SIRT3 and SIRT4 are mitochondrial sirtuins that regulate mitochondrial function directly. SIRT3 promotes the function of enzymes involved in fatty acid oxidation and the electron transport chain. SIRT4 regulates glutamate dehydrogenase and insulin secretion. These mitochondrial sirtuins are particularly relevant for metabolic health — their decline with age and NAD+ depletion contributes to the mitochondrial dysfunction that characterises metabolic syndrome and age-related metabolic decline.

NMN vs NR: Comparing the Precursors

Both nicotinamide mononucleotide (NMN) and nicotinamide riboside (NR) are NAD+ precursors — they are molecules that the body converts to NAD+ through different biochemical pathways.

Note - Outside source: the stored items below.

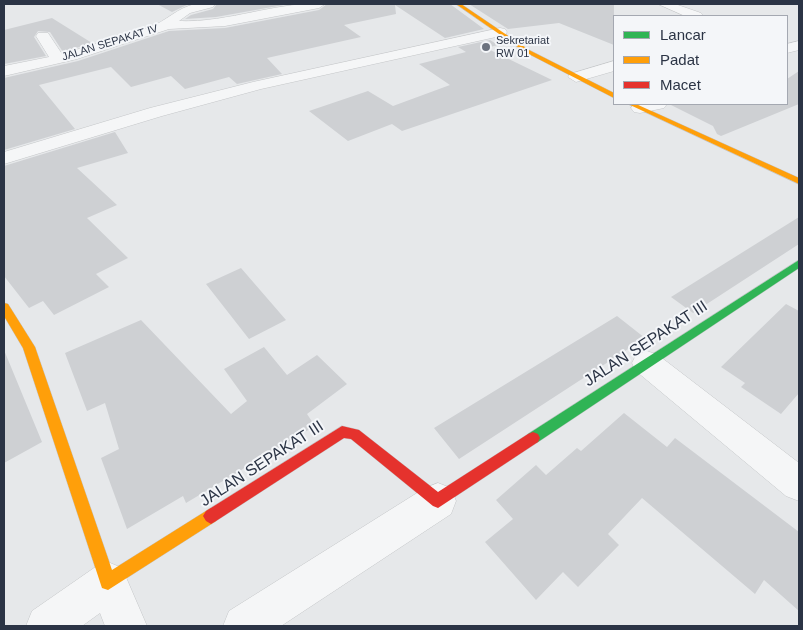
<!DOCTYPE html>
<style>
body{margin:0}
#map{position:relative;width:803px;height:630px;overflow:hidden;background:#e6e8ea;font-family:Arial,sans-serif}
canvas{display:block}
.frame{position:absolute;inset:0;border:5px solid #2b3445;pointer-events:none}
.legend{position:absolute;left:613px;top:15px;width:175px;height:90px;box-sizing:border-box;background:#f4f6f9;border:1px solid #a4a8b1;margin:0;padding:6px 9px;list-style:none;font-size:15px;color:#2b3445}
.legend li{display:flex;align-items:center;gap:10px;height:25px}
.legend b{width:25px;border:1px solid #a4a8b1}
</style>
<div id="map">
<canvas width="803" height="630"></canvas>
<div class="frame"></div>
<ul class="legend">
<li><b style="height:6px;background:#30b455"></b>Lancar</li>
<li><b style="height:6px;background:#ff9f0a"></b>Padat</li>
<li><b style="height:6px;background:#e5322d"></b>Macet</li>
</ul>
</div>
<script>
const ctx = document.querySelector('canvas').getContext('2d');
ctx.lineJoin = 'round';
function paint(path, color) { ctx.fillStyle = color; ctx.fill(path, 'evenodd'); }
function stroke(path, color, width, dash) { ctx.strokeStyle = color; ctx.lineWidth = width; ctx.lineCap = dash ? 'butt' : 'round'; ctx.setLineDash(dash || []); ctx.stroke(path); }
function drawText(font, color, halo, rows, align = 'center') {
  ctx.font = font + ' Arial,sans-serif'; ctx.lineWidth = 4; ctx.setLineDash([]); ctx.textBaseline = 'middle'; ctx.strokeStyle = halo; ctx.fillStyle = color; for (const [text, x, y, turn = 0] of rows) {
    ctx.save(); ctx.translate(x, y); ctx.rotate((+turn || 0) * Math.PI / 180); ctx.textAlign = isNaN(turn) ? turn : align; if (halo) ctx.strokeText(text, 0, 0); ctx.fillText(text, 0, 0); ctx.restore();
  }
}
const building = new Path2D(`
 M157 4H189L172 12Z
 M217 4H289L216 17 185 19 191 15 213 9Z
 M327 4H450L484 29 445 38 395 5 396 14 344 25 361 37 267 58 282 74 237 84 229 77 185 89 171 76 131 87 111 67 39 85 75 129 4 150V78L78 61 169 31 225 28 319 10Z
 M469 4H614V45L559 23 508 29Z
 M52 18 92 43 63 52 50 32 38 31 34 37 46 56 4 64V30Z
 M490 40 498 45 486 48 552 80 402 131 392 124 348 141 309 111 368 91 393 106 450 85 419 64 466 52 458 47Z
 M799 71V104L721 136 717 134 713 126 669 104H787V79Z
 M115 132 128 153 77 168 117 205 87 218 128 258 96 274 109 287 54 315 43 301 29 308 4 276V166Z
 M799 217V244L693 313 671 297Z
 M241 268 286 320 249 339 206 284Z
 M786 304 799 311V393L781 414 741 387 745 383 721 367Z
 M617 316 645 338 459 459 434 428Z
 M141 320 231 414 247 401 224 369 264 347 287 375 317 355 347 384 307 414 315 426 186 503 183 496 127 529 101 458 119 449 105 403 87 411 65 353Z
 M4 350 42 442 4 463Z
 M624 413 667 447 675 438 799 532V611L764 580 755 594 642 498 608 534 619 545 578 587 563 572 536 600 485 542 513 519 496 500 536 465 546 475 577 448 581 451Z`);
const street = new Path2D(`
 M195 4H215L213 7 190 13 179 21C229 23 277 1 325 4L319 8 225 26 169 29 77 59 4 76V66L49 57 36 36 38 33H48L62 54 149 28C166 21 177 8 195 4Z
 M658 4H675L701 13 703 16H685Z
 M500 28 505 29 507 32 505 35 261 89 162 116 4 164V152L150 108 253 82Z
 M799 41V50L787 53V44Z
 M614 61V71L576 82 568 77 570 74Z
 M634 104H667L664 108 640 113 634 112 631 108Z
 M647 351 658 355 799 463V501L786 496 636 371 632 363 636 355Z
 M438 483 451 488 456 501 451 514 281 626H223L229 611 425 488Z
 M108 562 122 568 147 626H105L100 613 82 626H26L32 611 94 568Z`);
const fast = new Path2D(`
 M799 260V268L538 442 533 444 528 442 526 438 528 434Z`);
const slow = new Path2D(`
 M456 4H461L529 50 614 93V98L525 52Z
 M628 104H636L799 178V184Z
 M4 303 8 304 35 347 112 570 206 511 211 508 216 511 219 516 216 521 108 590 102 588 100 582 23 348 4 316Z`);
const jam = new Path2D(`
 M342 426 359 430 438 492 528 434 533 432 538 434 540 438 538 442 438 508 433 506 351 439 344 438 216 521 211 524 206 521 203 516 206 511Z`);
const markers = [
 [486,47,5,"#6c737f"]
];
const farPoinames = [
 ["Sekretariat",496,41],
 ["RW 01",496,54]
];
const farStreetnames = [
 ["JALAN SEPAKAT IV",110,43,-17]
];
const nearStreetnames = [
 ["JALAN SEPAKAT III",646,344,-33],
 ["JALAN SEPAKAT III",262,464,-33]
];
paint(building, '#ced0d3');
stroke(street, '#c4c6c8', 1);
stroke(fast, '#c4c6c8', 1);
stroke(slow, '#c4c6c8', 1);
stroke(jam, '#c4c6c8', 1);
paint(street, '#f5f6f7');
paint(fast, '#30b455');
paint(slow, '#ff9f0a');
paint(jam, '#e5322d');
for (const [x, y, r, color] of markers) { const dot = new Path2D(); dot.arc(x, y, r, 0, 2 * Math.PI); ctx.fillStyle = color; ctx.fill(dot); stroke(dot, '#f4f6f9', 2); }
drawText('11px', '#2b3445', '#f4f6f9', farPoinames, 'left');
drawText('11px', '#2b3445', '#f4f6f9', farStreetnames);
drawText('16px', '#2b3445', '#f4f6f9', nearStreetnames);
</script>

NMN is one step closer to NAD+ in the biosynthetic pathway — it is directly converted to NAD+ by the enzyme NMNAT. NR must first be converted to NMN before becoming NAD+. This does not necessarily make NMN superior to NR — the bioavailability and tissue distribution of both molecules depend on multiple factors beyond their position in the biosynthetic pathway.

Human trials on both NMN and NR have shown that both elevate NAD+ levels in blood and tissues. There is more human clinical data on NMN for metabolic parameters (blood glucose, insulin sensitivity, physical performance) and more human clinical data on NR for safety and bioavailability. Both are reasonable choices for NAD+ precursor supplementation. The most evidence-based stacks combine NAD+ precursors with other mitochondrial support nutrients — CoQ10, PQQ, alpha-lipoic acid — because mitochondrial function depends on multiple cofactors, not just NAD+.